Beverly GLEISS, Plaintiff-Appellant, v. Craig NEWMAN and Kim Hoverman, Defendants-Respondents.

No. 87-0881.

Court of Appeals of Wisconsin.

Submitted on briefs August 21, 1987.

Decided September 1, 1987.

For plaintiff-appellant there was a brief by Mark Kutschenreuter of Kutschenreuter & McGregor, of Hartford.

*380 For defendants-respondents there was a brief by Don Paul Novitzke of Novitzke & Gust, of Amery.

Before Cane, P.J., LaRocque and Myse, JJ.


Beverly Gleiss appeals an order dismissing her complaint alleging the intentional infliction of emotional distress based upon the custodial parent's interference with her visitation rights. Gleiss alleges that the trial court erred by concluding that a noncustodial parent does not have a cause of action as alleged in her complaint. We agree that the complaint fails to state a cause of action and affirm the court's order.

Craig Newman was granted custody of a minor child with specific visitation rights granted Beverly Gleiss, the child's mother. Thereafter, Gleiss sued Newman and Kim Hoverman, alleging that they intentionally caused her emotional distress by intentionally and maliciously interfering with her visitation rights. Gleiss seeks compensatory and punitive damages. The trial court dismissed the action, concluding that Wisconsin does not recognize the tort alleged in Gleiss' complaint.

The issue is whether a noncustodial parent has a cause of action to recover damages against a custodial parent for allegedly interfering with the noncustodial parent's visitation right. This issue presents a question of law that we examine independently without deference to the decision of the trial court. See Ball v. District No. 4, Area Board, 117 Wis. 2d 529, 537, 345 N.W.2d 389, 394 (1984). We conclude that Wisconsin does not recognize a cause of action as alleged in Gleiss' complaint.

Gleiss argues that this case is controlled by Lloyd v. Loeffler, 539 F. Supp. 998 (E.D. Wis. 1982). We *381 disagree. The district court determined that Wisconsin law would recognize the tort of intentional interference with the custody right of a custodial parent. Id. at 1004. Here, the rights interfered with were not the custodial rights granted pursuant to a judgment but rights of visitation. Consequently, we find Lloyd inapplicable to the case at hand.

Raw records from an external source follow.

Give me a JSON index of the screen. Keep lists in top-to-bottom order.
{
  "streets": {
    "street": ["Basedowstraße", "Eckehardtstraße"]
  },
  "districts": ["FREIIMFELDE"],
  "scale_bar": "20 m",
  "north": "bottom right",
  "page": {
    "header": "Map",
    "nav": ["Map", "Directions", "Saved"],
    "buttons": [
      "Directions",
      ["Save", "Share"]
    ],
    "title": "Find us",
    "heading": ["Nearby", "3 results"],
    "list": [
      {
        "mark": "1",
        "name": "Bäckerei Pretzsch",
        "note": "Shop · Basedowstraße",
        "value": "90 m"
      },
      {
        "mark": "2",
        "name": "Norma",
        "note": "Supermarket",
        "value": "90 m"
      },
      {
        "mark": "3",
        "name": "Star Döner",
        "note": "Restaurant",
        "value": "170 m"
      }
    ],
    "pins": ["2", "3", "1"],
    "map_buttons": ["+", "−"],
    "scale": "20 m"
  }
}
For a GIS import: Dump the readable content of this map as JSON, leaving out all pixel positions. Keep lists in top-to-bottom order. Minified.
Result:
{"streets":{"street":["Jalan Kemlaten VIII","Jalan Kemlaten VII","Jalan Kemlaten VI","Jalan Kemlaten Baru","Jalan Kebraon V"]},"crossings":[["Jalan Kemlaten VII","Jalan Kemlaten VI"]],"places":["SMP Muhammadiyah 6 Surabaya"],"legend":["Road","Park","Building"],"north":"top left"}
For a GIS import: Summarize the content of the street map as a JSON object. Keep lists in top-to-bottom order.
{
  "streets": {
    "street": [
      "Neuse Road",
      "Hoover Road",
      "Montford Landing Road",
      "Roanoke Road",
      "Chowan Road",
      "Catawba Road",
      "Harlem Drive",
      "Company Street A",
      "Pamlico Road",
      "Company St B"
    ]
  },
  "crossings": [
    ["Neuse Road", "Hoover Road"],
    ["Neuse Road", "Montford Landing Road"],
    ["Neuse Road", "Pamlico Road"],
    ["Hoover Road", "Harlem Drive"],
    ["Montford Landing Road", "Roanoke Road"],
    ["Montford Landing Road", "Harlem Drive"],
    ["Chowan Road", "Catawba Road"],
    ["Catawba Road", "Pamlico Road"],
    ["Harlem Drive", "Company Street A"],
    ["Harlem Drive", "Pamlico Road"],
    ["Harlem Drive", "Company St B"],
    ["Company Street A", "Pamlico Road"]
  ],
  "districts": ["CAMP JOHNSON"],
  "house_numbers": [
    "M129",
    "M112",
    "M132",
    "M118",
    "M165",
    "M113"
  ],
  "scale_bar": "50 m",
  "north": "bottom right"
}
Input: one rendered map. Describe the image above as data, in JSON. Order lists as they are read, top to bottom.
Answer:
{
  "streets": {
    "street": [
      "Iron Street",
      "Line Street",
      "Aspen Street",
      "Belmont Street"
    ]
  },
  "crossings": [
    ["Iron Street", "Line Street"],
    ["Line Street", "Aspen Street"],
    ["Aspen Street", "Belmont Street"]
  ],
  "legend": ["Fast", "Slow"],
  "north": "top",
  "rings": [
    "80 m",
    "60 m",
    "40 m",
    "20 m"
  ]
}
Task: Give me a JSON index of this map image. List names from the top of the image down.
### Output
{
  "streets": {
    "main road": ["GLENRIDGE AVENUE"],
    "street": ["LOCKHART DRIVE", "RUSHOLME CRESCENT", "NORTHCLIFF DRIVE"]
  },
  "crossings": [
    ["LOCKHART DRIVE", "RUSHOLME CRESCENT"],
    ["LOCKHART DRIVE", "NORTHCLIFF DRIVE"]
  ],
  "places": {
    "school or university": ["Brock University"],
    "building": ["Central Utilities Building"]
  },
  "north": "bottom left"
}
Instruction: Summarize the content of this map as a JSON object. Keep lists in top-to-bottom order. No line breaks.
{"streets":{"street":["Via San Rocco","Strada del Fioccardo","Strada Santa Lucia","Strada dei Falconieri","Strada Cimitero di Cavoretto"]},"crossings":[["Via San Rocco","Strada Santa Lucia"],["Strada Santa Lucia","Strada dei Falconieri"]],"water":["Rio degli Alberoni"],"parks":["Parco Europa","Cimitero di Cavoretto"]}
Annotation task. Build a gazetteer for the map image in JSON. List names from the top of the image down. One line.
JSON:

The issue raised is one of first impression in Wisconsin. Few jurisdictions have addressed this issue. The Vermont Supreme Court has recognized a cause of action for denying a parent "personal contact or other communication." Sheltra v. Smith, 392 A.2d 431, 433 (Vt. 1978). Also, a federal district court has concluded that Missouri would recognize a damage suit for the interference with visitation rights and assess damages to the noncustodial parent for the deprivation of those rights. Ruffulo v. United States, 590 F. Supp. 706, 713 (W.D. Mo. 1984).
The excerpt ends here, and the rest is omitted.